“The Freitas test?”
“That’s right,” the doctor replied triumphantly. “And do you know how we administer the Freitas test?” She seemed to be beaming.
“No clue.”
“We get smarty pants like you to hold their breath.” The doctor’s teeth were nearly perfectly white and straight; her smile was gorgeous. “Ready?”
Craig grinned, acquiescing. “Okay. I’m ready.”
“All right,” she said as she held her small tricorder in front of Craig and watched the screen for information on the progress of the tiny, robotic red blood cells that were now flowing through his veins. “Hit it.”
Craig inhaled and then began holding his breath.
“You didn’t have to inhale,” the doctor observed.
Craig’s eyes darted to her questioningly.
“Just let it out nice and slow, but don’t inhale again when you’re finished.”
Against all of his instincts, Craig began to let out his breath nice and slowly, just as he had been instructed.
“You’re married, huh?” the doctor asked, apparently rhetorically. Craig nodded anyway. “That’s a shame. You’re way too handsome to be married. Handsome young doctors like you should be single. Then single doctors like me could marry you instead.”
Craig’s eyebrows rose in surprise at the forward come-on, but there was something about the young woman’s demeanor that seemed to make it innocent enough. He took it as a compliment and smiled.
“You feel that?” the doctor asked him.
Craig wasn’t sure what she was referring to. His first instinct was that her forwardness was starting to cross a boundary. Just as he was going to speak, ruining the Freitas test for the sake of politely cooling the woman’s jets, she spoke again.
“No shortness of breath. You could keep this up for four hours before you’d need to take another breath. Congratulations. You’re officially a super soldier.”
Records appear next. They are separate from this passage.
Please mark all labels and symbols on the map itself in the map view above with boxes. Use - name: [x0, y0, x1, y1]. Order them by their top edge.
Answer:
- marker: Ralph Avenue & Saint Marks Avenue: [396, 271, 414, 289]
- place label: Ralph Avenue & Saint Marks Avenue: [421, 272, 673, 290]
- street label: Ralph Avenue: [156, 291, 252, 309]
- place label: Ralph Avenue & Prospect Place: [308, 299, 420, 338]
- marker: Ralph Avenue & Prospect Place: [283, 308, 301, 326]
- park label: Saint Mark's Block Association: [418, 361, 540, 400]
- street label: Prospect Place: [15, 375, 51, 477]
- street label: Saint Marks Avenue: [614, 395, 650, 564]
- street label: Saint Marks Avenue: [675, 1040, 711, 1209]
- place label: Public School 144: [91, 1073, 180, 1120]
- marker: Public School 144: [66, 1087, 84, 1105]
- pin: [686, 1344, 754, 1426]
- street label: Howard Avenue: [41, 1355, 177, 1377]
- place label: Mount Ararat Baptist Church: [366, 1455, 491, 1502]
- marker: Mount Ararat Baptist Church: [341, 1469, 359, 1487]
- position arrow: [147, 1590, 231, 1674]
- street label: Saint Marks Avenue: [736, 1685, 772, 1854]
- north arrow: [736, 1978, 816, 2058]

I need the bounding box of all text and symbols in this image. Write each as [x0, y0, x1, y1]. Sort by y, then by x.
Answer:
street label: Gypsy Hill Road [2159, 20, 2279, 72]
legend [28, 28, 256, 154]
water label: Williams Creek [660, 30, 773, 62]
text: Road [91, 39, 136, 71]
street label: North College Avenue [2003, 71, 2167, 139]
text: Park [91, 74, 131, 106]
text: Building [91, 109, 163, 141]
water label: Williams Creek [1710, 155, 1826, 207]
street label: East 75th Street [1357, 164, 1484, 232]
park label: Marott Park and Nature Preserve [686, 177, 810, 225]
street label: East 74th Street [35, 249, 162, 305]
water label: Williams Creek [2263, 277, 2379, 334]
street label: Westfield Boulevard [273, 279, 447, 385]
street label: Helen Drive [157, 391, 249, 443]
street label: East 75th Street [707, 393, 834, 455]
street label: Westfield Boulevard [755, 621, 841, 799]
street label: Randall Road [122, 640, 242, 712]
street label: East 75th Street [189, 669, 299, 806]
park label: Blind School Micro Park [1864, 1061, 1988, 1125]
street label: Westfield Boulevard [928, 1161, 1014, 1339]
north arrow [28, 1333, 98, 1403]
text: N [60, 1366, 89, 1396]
The notion of being a superhuman hadn’t crossed Craig’s mind until that moment. It was surreal. What she said was true: He’d felt no shortage of breath. Like most technological marvels, it was difficult for him to fully grasp it, so he just accepted it with a slightly marveled shake of his head.
“So what happens when they run out of air?” he asked.
“The respirocytes will…” She smiled again as she thought of the absurd euphemism bubbling to the surface. “…expel themselves.”
“Ah,” Craig replied.
“You can get up now.”
Craig sat up as the doctor uploaded her results onto a larger wall screen behind the small bed. “Thanks. That was…different.”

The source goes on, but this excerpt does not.